* EXERCISE INSTRUCTIONS *
Type the data below again exactly. Omit all pictures.
________________________
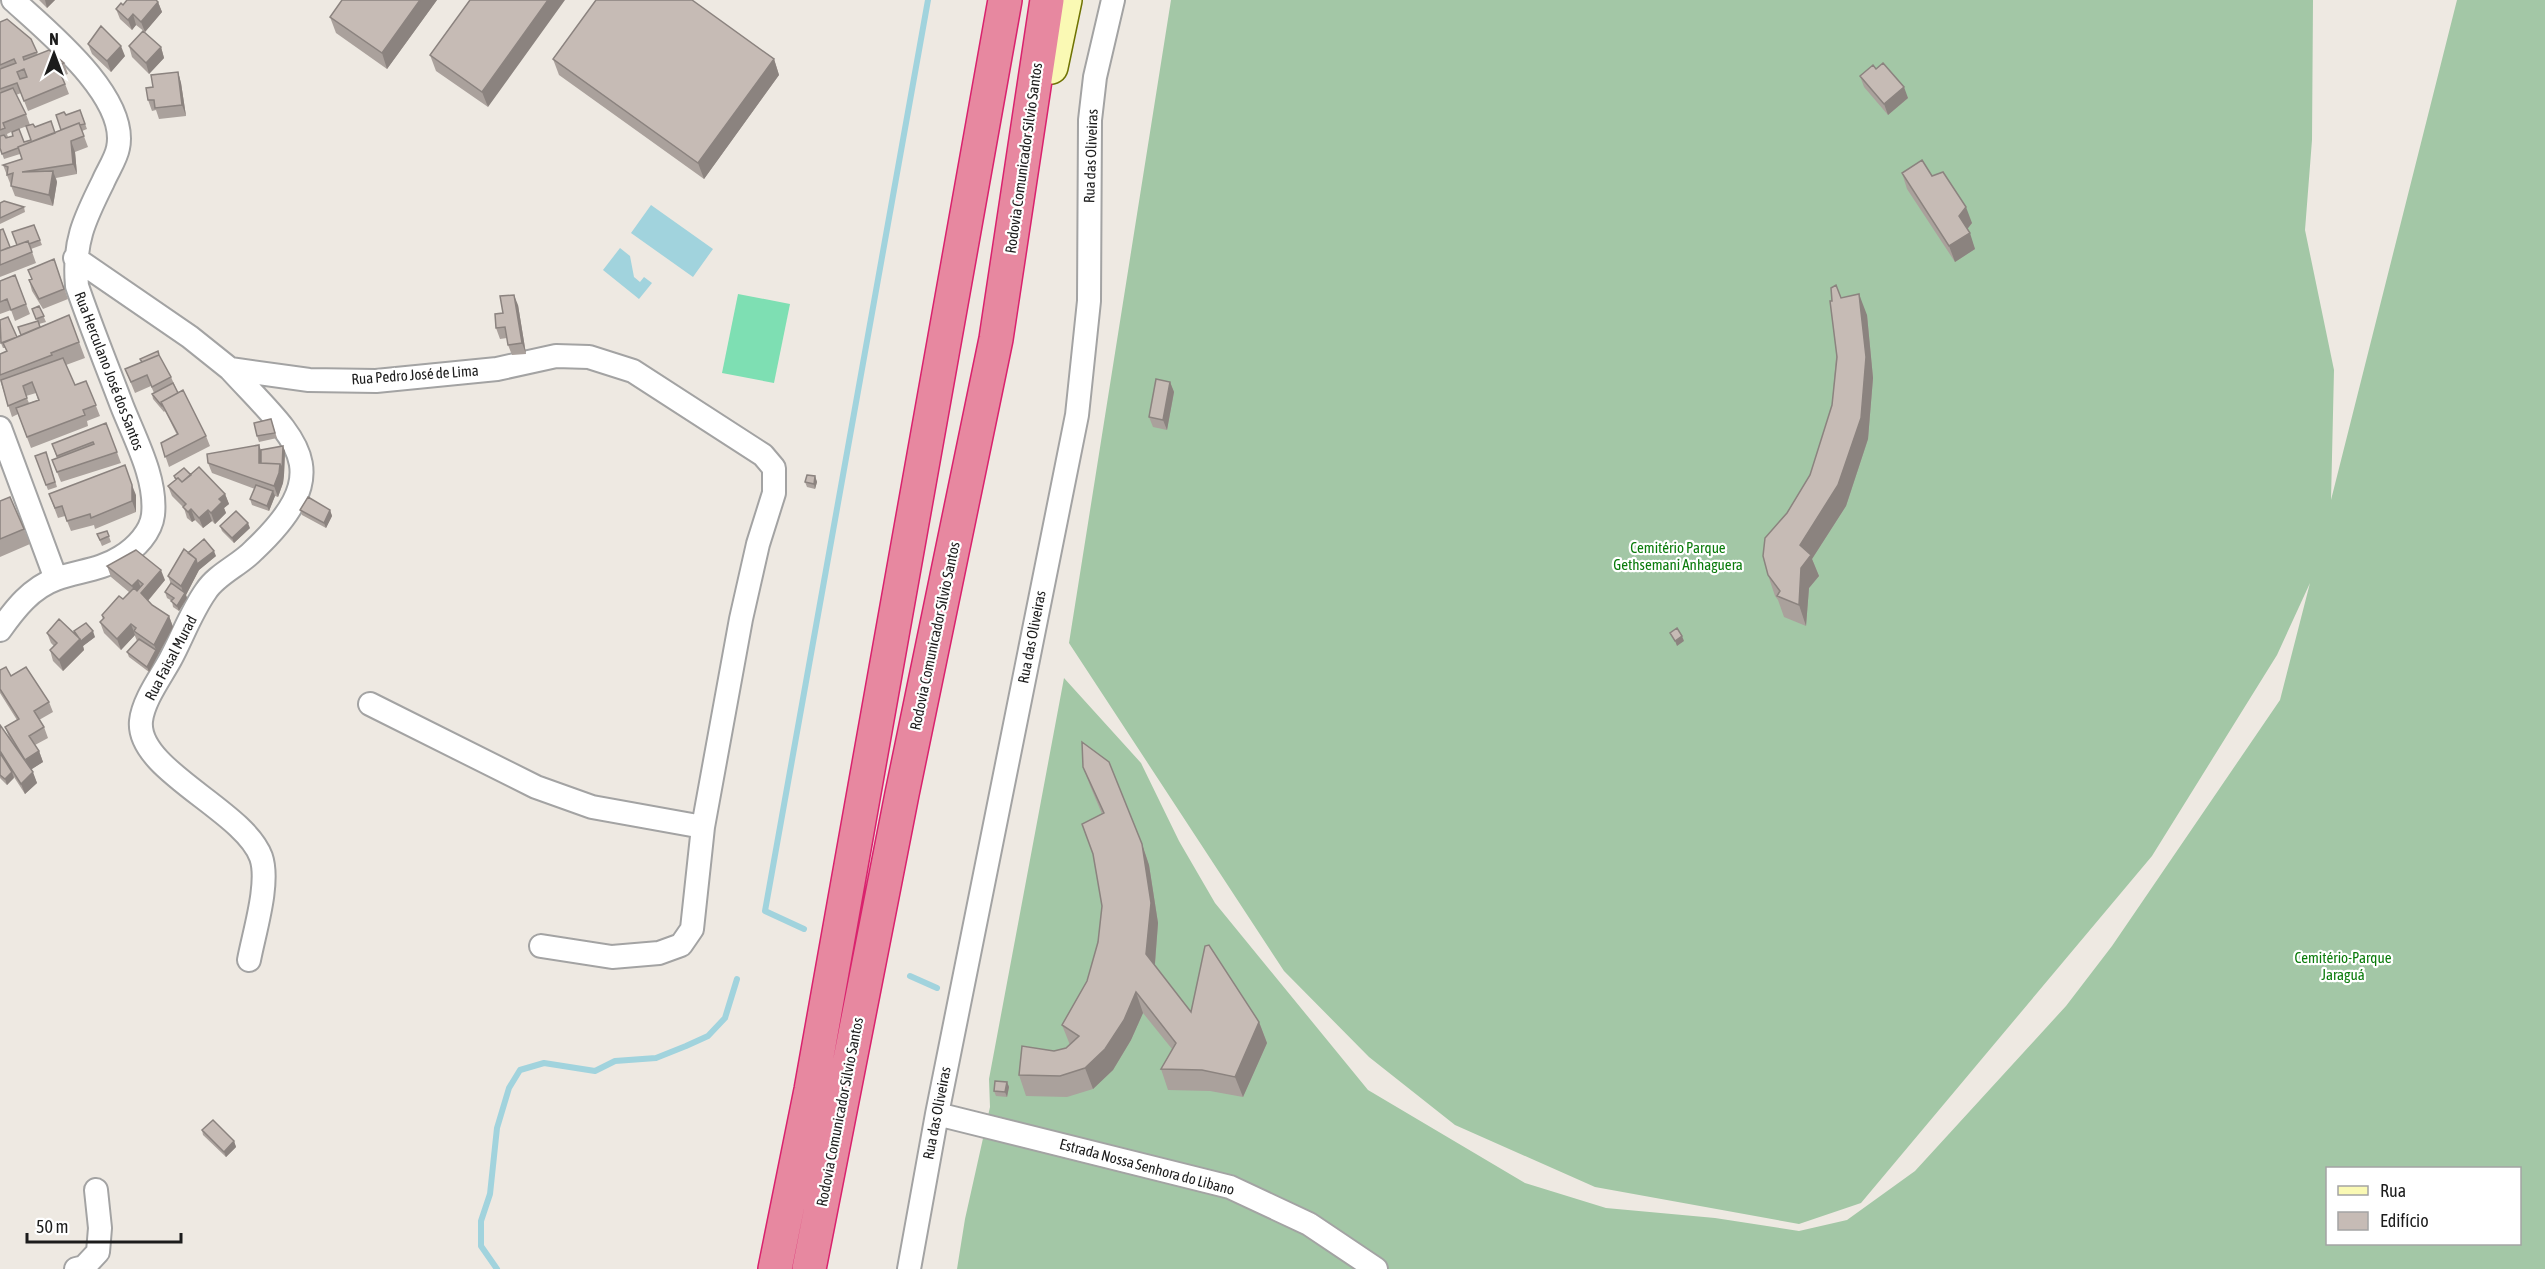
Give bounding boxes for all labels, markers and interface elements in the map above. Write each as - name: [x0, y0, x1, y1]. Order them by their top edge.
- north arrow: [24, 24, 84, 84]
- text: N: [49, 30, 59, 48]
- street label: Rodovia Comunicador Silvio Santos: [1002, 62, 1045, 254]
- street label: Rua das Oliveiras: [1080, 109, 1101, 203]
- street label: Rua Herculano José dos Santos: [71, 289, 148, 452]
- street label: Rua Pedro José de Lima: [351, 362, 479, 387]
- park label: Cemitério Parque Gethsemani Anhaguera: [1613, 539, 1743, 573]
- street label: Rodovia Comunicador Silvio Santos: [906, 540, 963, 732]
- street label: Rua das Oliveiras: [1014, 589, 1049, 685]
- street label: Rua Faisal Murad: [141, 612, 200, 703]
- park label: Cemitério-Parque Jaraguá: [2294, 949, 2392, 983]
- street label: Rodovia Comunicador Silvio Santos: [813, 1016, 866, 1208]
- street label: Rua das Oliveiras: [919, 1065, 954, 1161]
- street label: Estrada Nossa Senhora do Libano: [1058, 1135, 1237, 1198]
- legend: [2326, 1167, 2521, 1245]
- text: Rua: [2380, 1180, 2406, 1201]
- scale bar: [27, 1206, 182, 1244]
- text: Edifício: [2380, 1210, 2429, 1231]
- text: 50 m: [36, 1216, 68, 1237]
________________________
* COMPLETED TASK *
Give bounding boxes for all labels, markers and interface elements in the map above. Write each as - name: [x0, y0, x1, y1]. Order them by their top edge.
- north arrow: [24, 24, 84, 84]
- text: N: [49, 30, 59, 48]
- street label: Rodovia Comunicador Silvio Santos: [1002, 62, 1045, 254]
- street label: Rua das Oliveiras: [1080, 109, 1101, 203]
- street label: Rua Herculano José dos Santos: [71, 289, 148, 452]
- street label: Rua Pedro José de Lima: [351, 362, 479, 387]
- park label: Cemitério Parque Gethsemani Anhaguera: [1613, 539, 1743, 573]
- street label: Rodovia Comunicador Silvio Santos: [906, 540, 963, 732]
- street label: Rua das Oliveiras: [1014, 589, 1049, 685]
- street label: Rua Faisal Murad: [141, 612, 200, 703]
- park label: Cemitério-Parque Jaraguá: [2294, 949, 2392, 983]
- street label: Rodovia Comunicador Silvio Santos: [813, 1016, 866, 1208]
- street label: Rua das Oliveiras: [919, 1065, 954, 1161]
- street label: Estrada Nossa Senhora do Libano: [1058, 1135, 1237, 1198]
- legend: [2326, 1167, 2521, 1245]
- text: Rua: [2380, 1180, 2406, 1201]
- scale bar: [27, 1206, 182, 1244]
- text: Edifício: [2380, 1210, 2429, 1231]
- text: 50 m: [36, 1216, 68, 1237]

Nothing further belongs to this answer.